[Stored items]
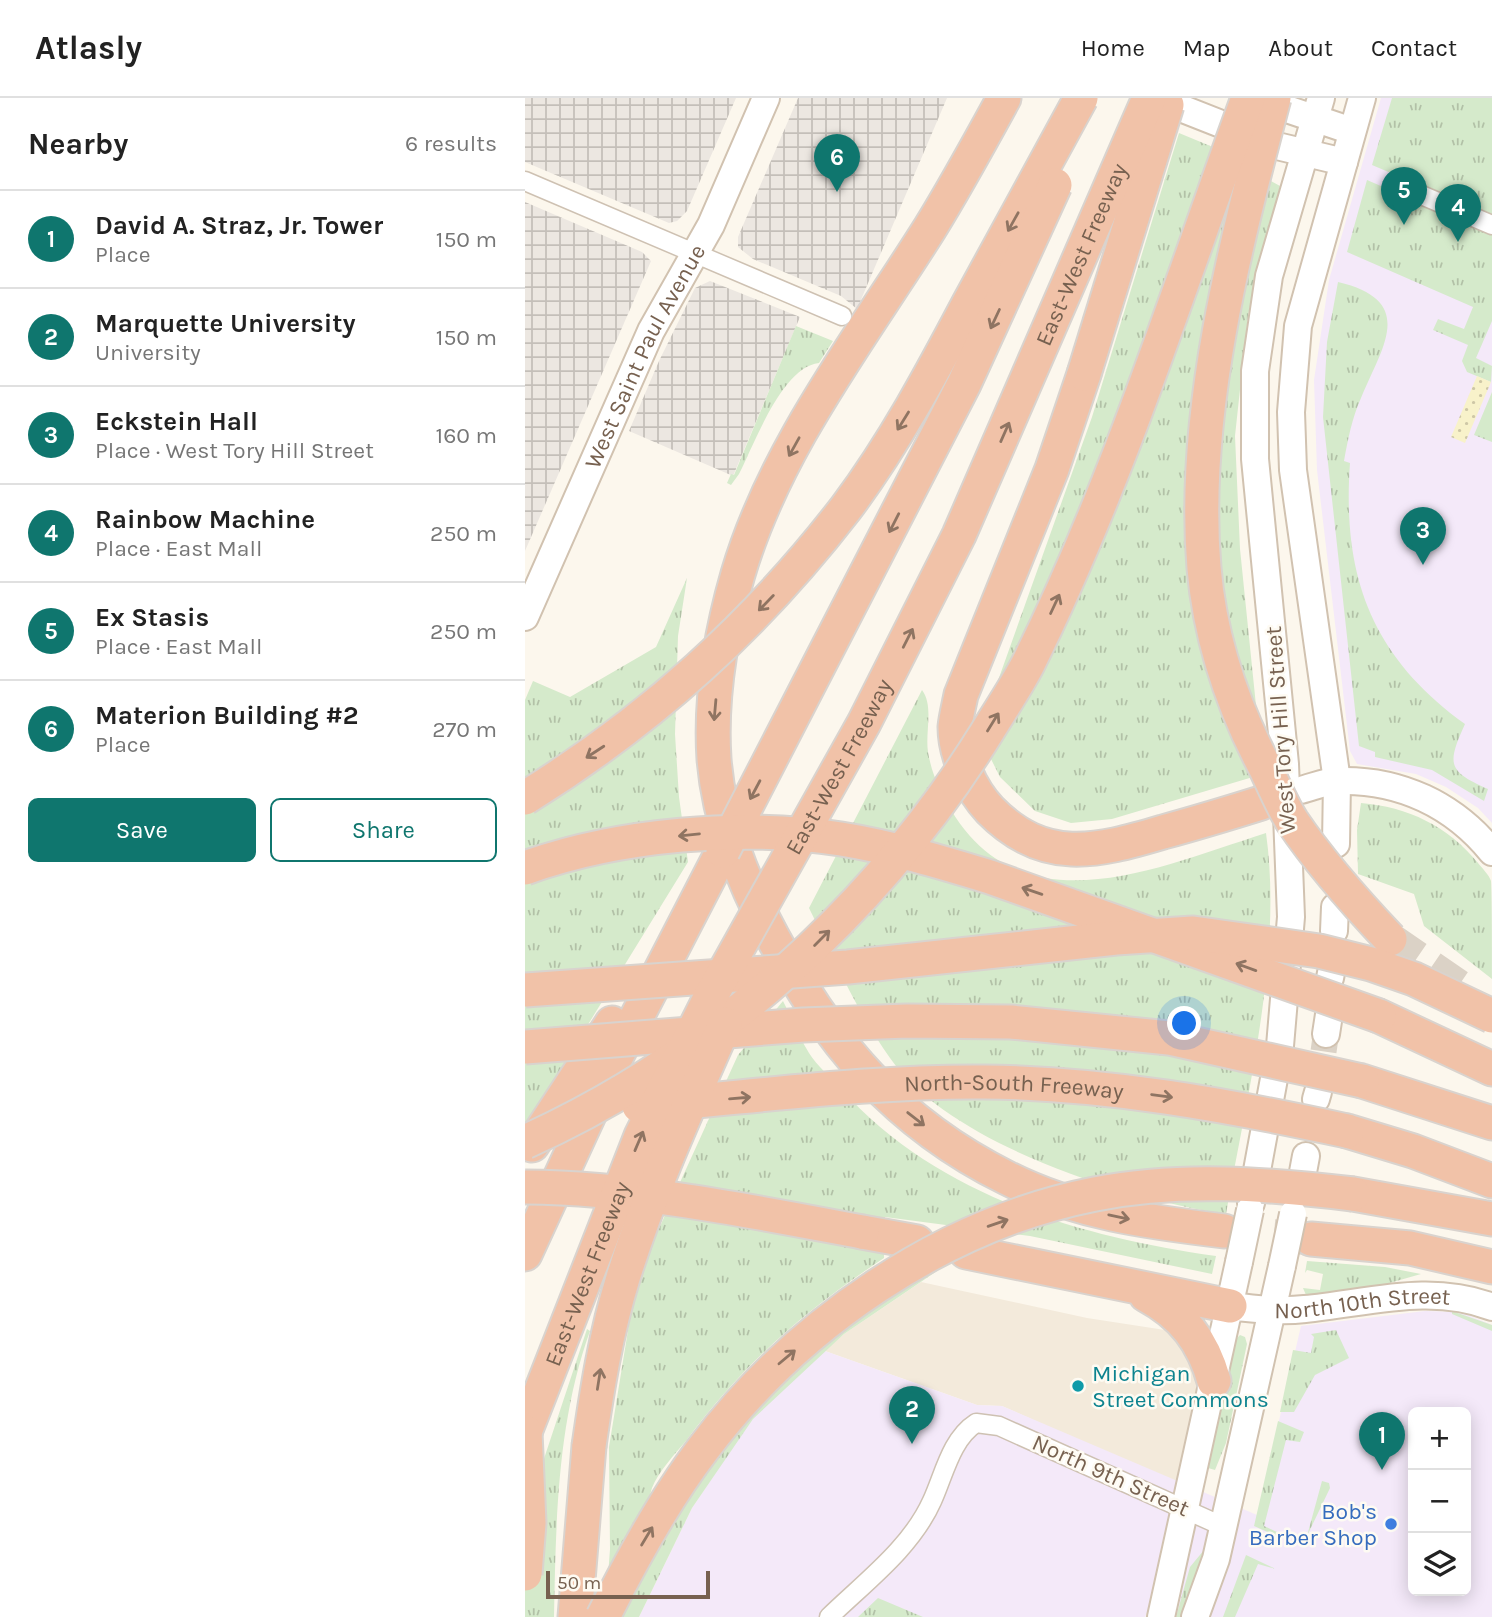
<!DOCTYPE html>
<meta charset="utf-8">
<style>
:root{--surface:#fff;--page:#f6f6f6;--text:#222;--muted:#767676;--line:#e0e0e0;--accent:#0f766e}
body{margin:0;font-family:Karla,sans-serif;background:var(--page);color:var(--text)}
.controls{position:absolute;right:21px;bottom:21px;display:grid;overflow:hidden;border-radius:10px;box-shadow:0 4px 18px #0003}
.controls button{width:63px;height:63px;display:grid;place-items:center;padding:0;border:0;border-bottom:2px solid var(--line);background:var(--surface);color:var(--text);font:35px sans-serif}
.scale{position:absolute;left:21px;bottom:18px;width:164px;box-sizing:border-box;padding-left:7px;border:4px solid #776150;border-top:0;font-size:19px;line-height:24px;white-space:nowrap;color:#776150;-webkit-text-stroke:5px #fefbf3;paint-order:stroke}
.you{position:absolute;left:660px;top:926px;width:24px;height:24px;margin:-18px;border:5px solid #fff;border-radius:50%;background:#1a73e8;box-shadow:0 0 0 10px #1a73e833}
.badge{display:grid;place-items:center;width:46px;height:46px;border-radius:50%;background:var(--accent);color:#fff;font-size:23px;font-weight:700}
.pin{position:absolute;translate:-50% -58px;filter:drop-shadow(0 2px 4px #0008)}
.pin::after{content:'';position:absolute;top:37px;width:24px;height:21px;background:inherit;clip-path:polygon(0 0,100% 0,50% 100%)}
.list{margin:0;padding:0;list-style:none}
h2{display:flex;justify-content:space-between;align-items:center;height:91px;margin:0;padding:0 28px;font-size:30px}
h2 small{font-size:23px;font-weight:400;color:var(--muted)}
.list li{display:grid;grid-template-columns:46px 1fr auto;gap:21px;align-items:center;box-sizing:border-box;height:98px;padding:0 28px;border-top:2px solid var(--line)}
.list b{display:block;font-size:26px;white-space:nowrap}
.list p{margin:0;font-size:23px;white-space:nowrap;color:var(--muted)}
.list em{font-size:23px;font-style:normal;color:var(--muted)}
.actions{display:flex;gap:14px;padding:21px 28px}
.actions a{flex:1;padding:16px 0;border:2px solid var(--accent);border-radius:10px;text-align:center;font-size:24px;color:var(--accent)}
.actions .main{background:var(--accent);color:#fff}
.icon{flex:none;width:38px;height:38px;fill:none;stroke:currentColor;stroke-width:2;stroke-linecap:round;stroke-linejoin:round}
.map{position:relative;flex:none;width:967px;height:1519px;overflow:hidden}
header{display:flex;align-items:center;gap:42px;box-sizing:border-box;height:98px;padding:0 35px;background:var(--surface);border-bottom:2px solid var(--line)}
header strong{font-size:33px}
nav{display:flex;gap:38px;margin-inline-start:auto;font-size:24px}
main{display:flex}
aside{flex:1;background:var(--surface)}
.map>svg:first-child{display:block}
.residential{fill:#f3eadb}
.industrial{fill:url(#industrial-grid)}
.education{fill:#f4e9f9;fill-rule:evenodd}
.grass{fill:url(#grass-tufts)}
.sand{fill:url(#sand-dots)}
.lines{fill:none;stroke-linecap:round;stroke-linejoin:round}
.secondary-tunnel{stroke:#dbd2c6;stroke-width:26;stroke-dasharray:26 13;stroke-linecap:butt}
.highway-tunnel{stroke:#dbd2c6;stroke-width:33;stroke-dasharray:33 17;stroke-linecap:butt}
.street-casing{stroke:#cec1b2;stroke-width:21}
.secondary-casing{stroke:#d1c2b0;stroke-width:30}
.highway-casing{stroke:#d9d3ce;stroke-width:37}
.street{stroke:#fff;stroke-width:18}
.secondary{stroke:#fff;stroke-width:26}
.highway{stroke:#f1c2a8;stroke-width:33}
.secondary-bridge-casing{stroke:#d1c2b0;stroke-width:30;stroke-linecap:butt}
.highway-bridge-casing{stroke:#d9d3ce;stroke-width:37;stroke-linecap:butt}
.secondary-bridge{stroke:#fff;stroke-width:26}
.highway-bridge{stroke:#f1c2a8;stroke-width:33}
.oneway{stroke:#8f7462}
.culture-dot{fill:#0f9aa8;stroke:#fefbf3;stroke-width:2.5}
.shop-dot{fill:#3f7fe0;stroke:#fefbf3;stroke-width:2.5}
.labels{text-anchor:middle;stroke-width:5;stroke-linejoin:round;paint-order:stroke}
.street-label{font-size:23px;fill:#776150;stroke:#fefbf3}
.culture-label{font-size:23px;fill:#0d838f;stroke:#fefbf3;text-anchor:start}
.shop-label{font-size:23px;fill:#366cbe;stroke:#fefbf3;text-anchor:end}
</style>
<header>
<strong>Atlasly</strong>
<nav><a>Home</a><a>Map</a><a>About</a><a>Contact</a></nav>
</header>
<main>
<aside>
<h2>Nearby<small>6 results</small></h2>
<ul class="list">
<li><span class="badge">1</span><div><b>David A. Straz, Jr. Tower</b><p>Place</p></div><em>150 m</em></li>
<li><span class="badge">2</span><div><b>Marquette University</b><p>University</p></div><em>150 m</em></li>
<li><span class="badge">3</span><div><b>Eckstein Hall</b><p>Place · West Tory Hill Street</p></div><em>160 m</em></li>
<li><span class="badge">4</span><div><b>Rainbow Machine</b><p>Place · East Mall</p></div><em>250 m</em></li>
<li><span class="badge">5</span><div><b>Ex Stasis</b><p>Place · East Mall</p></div><em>250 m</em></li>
<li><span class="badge">6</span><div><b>Materion Building #2</b><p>Place</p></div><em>270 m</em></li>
</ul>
<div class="actions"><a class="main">Save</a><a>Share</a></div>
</aside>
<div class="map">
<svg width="967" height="1519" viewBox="0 0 967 1519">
<defs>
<pattern id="industrial-grid" width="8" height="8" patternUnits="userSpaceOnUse" patternTransform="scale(1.75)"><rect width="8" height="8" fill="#ece7e1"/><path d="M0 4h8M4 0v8" fill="none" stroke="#c4bfb9"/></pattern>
<pattern id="grass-tufts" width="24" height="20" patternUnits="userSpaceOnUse" patternTransform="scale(1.75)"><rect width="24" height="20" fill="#d5eacb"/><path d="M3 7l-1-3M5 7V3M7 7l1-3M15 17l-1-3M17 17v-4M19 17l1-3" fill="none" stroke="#b2c1a7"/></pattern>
<pattern id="sand-dots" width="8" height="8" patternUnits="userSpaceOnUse" patternTransform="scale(1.75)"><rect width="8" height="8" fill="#f8f2ca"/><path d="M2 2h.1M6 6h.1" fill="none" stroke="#cec7a6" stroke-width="1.8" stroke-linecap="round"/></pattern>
</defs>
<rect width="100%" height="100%" fill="#fcf7ed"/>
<path class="residential" d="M396,1184L562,1220L653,1234L673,1282L654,1386L477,1308L452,1307L300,1253L319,1236Z"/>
<path class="industrial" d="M0,0H211L162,113L152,123L144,125L0,64Z
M273,0H422L332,211L316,198L228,161L213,149V139Z
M0,104L117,154L126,163L0,453Z
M185,183L275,219L208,378L104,333L134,263L170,190Z"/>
<path class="education" d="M856,0H967V725L953,710L921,689L891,676L832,666L825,653L792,372L789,282L804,182Z
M900,1213L936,1214L967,1227V1519H643L623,1511L620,1519H114L167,1410L227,1321L300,1253L452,1307L477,1308L732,1417L776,1228ZM888,1314H941V1493H888Z"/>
<path class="grass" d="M867,0H967V118L847,67Z
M654,35L736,69L742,81L755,88L723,217L710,338L715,451L738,676L587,721L546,725L510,713L475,679L465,659L460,619L567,319Z
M842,82L967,136V223L951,260L967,268L966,284L942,274L937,263L943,247L908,232L913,221L939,231L948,209L822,154Z
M813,184C893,203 857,249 836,300C827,320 823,341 819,363L825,365C817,478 846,558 940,626C922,666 922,673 963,691L959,703L907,672L850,659V654L834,648L798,319L802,244Z
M271,228L308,243L294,265C257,269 230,345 214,376L206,387L202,385L206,376L209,377Z
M967,294V344L949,337Z
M162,480L153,538L150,636L154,699L163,764L0,1029V602L8,583L45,599L131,549Z
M397,592C409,608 400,634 403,654C405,666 409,679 414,689C482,839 625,772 741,735C758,856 722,996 701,1116C600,1101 426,1047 365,960C332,914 309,861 284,810Z
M836,705C883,709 923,728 953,765C957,770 964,777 966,783C967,794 967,864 967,881L899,828L889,796L833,776L832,732Z
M258,903C267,920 274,939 284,955C292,968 306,979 316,991C412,1098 553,1138 691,1158L687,1176L505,1138L360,1119L359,1160C279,1213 218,1266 161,1343C150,1356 133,1374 127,1390C121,1407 124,1441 122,1460L148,1416L250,1283L404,1170L412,1173L319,1236L228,1321L167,1410L114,1519H80L85,1451L84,1349L105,1220L126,1148L213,957Z
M782,1163L860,1169L896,1176L854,1188L781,1197L778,1190L795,1192L798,1176L782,1172L780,1175Z
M927,1213L967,1227V1233L927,1216Z
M62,1231L65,1233C32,1325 31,1422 29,1519H0V1418Z
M811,1232L824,1260L790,1277L769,1314H755L768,1252L786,1255L789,1239L786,1236Z
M715,1237L720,1239L722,1246L701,1345L690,1372L683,1370L710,1242Z
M753,1323L779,1334L775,1344L761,1342L739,1428L754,1435V1439L729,1428Z
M797,1383L804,1385L805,1390L782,1438Z
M679,1452V1466L658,1519H651L665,1469Z
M721,1457L751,1471L733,1466L710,1519H698Z
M353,1500L398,1519H333Z"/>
<path class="sand" d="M952,278L966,284L940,345L926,339Z"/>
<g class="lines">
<path class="secondary-tunnel" d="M793,992L801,936"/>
<path class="highway-tunnel" d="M865,841L947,897
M699,1133L786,1141"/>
<defs>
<path id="street" d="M0,83L317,218
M894,96L967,127
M304,1519C340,1484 386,1450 407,1403C419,1377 426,1341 451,1325L474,1328L697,1428"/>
<g id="secondary">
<path d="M630,0L752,48L819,64"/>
<path d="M729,0L827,33"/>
<path id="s1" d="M0,519L126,233L186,127L241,0"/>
<path d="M776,692C788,689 801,683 813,683C875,681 929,707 967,754"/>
<path d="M811,746L812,683L768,372L766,314L773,228L837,0"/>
<path d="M809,833L810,809"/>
<path d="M805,880L806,875"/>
<path d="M801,936L805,910"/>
<path d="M791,1001L793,994"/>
<path d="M778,1074L781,1058"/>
<path d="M726,1105L755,948L766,819L760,666L730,361V273L744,178L796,0"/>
<path id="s2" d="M705,1208C730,1211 755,1214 780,1211C843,1205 906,1185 967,1209"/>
<path d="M636,1519L714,1164"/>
<path d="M670,1519L691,1461L757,1168"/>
</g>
<path id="highway" d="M479,0C455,44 431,88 405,130C336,240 250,350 213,476C196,535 185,600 189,661C194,724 218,783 247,838C304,945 371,1025 482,1080C551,1115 624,1124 699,1133
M559,276L527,371L436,597C434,607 431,619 430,629C430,657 446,692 465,712C519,767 571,754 638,734C671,725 704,715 736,705
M854,918L967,971
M837,983L967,1025
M822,1033L888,1053L967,1083
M7,1047L87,925
M828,1096L967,1121
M337,1134L392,1144
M786,1141L885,1150L967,1169
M441,1154L705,1208
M0,1156L86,969L195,758
M621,1197C658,1217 678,1243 689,1283
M50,1519L64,1348"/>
</defs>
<use href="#street" class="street-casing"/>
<use href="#secondary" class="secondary-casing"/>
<use href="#highway" class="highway-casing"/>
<use href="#street" class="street"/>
<use href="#secondary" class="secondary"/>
<use href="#highway" class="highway"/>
<defs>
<path id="secondary-bridge" d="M714,1164L725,1112
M757,1168L768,1116"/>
<g id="highway-bridge">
<path d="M749,0C710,148 666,316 679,470C685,540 708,609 741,671C749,688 757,707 767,723C796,766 830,804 865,841"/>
<path d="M559,276L642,7"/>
<path d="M0,700C127,621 230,528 321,410C369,346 407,275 444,205C481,137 519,68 556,0"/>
<path d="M198,753L439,286L530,87"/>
<path d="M0,770C94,736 217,726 316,741C366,749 416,764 465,779L854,918"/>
<path d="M0,892L323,869L591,840L668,835L794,853L846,866L889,881L967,918"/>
<path d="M0,949L278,927L382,923L486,924L644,940L837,983"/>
<path id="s3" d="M114,1008C228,999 344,983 459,984C582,985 702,1007 822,1033"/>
<path d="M0,1044C190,958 352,811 462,634C476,611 491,589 503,566C593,385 654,189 723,0"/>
<path d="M0,1089C114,1090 225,1113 337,1134"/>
<path id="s4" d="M0,1334L116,1038L186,898L339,625L434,437L624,0"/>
<path d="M0,1334L4,1425L0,1476"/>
<path d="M64,1348C72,1292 81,1235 98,1180C125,1093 163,1010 200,926"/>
<path d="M78,1519C107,1461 139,1402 178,1351C271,1227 417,1126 570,1096C655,1079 742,1086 828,1096"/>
</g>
</defs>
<use href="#secondary-bridge" class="secondary-bridge-casing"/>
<use href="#highway-bridge" class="highway-bridge-casing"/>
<use href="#secondary-bridge" class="secondary-bridge"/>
<use href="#highway-bridge" class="highway-bridge"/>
</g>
<defs><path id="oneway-shaft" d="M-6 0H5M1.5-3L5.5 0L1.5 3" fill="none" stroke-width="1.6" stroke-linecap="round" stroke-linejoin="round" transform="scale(1.75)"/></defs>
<g class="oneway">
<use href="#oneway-shaft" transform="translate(488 124) rotate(119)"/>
<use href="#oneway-shaft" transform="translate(470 221) rotate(115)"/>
<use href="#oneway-shaft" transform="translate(378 323) rotate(122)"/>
<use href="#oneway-shaft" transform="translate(480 334) rotate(-66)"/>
<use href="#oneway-shaft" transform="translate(269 349) rotate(119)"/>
<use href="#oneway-shaft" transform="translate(369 425) rotate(117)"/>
<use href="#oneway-shaft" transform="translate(241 505) rotate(134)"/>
<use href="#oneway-shaft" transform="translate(530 506) rotate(-65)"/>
<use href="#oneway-shaft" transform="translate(383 540) rotate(-63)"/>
<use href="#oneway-shaft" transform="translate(190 612) rotate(95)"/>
<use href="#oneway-shaft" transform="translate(468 624) rotate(-58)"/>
<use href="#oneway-shaft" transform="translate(70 654) rotate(147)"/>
<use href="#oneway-shaft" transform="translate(230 692) rotate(118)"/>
<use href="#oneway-shaft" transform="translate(164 737) rotate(174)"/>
<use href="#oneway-shaft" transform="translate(507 793) rotate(-161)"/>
<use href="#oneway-shaft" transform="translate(297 840) rotate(-45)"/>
<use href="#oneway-shaft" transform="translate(721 869) rotate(-160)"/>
<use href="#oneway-shaft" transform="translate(637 998) rotate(8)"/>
<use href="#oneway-shaft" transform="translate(215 1000) rotate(-5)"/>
<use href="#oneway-shaft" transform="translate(391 1021) rotate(38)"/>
<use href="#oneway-shaft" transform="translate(114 1043) rotate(-67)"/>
<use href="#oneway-shaft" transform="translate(594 1119) rotate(12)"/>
<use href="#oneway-shaft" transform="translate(473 1125) rotate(-19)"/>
<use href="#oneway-shaft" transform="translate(262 1259) rotate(-40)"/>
<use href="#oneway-shaft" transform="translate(74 1281) rotate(-81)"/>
<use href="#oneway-shaft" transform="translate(122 1438) rotate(-59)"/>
</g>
<circle class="culture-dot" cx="553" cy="1288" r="7"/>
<circle class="shop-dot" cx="866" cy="1426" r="7"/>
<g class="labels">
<g class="street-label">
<text dy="8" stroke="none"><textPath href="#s4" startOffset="1304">East-West Freeway</textPath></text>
<text dy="8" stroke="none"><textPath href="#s1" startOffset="287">West Saint Paul Avenue</textPath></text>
<text transform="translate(755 632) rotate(-94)" y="8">West Tory Hill Street</text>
<text dy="8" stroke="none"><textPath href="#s4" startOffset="737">East-West Freeway</textPath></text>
<text dy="8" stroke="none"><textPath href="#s3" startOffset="376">North-South Freeway</textPath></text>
<text dy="8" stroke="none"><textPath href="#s4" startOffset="170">East-West Freeway</textPath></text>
<text dy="8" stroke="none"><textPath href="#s2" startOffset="133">North 10th Street</textPath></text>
<text transform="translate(586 1377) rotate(24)" y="8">North 9th Street</text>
</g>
<g class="culture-label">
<text x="567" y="1283">Michigan<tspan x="567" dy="26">Street Commons</tspan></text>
</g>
<g class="shop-label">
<text x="852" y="1421">Bob's<tspan x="852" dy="26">Barber Shop</tspan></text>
</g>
</g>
</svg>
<div class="controls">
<button>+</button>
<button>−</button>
<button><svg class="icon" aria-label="layers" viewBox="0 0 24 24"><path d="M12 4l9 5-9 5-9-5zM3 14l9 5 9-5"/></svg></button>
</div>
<div class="scale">50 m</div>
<div class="you"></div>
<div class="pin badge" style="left:857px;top:1372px">1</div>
<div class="pin badge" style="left:387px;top:1346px">2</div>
<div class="pin badge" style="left:898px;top:467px">3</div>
<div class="pin badge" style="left:933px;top:144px">4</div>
<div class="pin badge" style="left:879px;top:127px">5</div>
<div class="pin badge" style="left:312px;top:94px">6</div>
</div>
</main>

(Task instructions) Extract every line from the records above that contains the word "serif".

(Worked solution)
body{margin:0;font-family:Karla,sans-serif;background:var(--page);color:var(--text)}
.controls button{width:63px;height:63px;display:grid;place-items:center;padding:0;border:0;border-bottom:2px solid var(--line);background:var(--surface);color:var(--text);font:35px sans-serif}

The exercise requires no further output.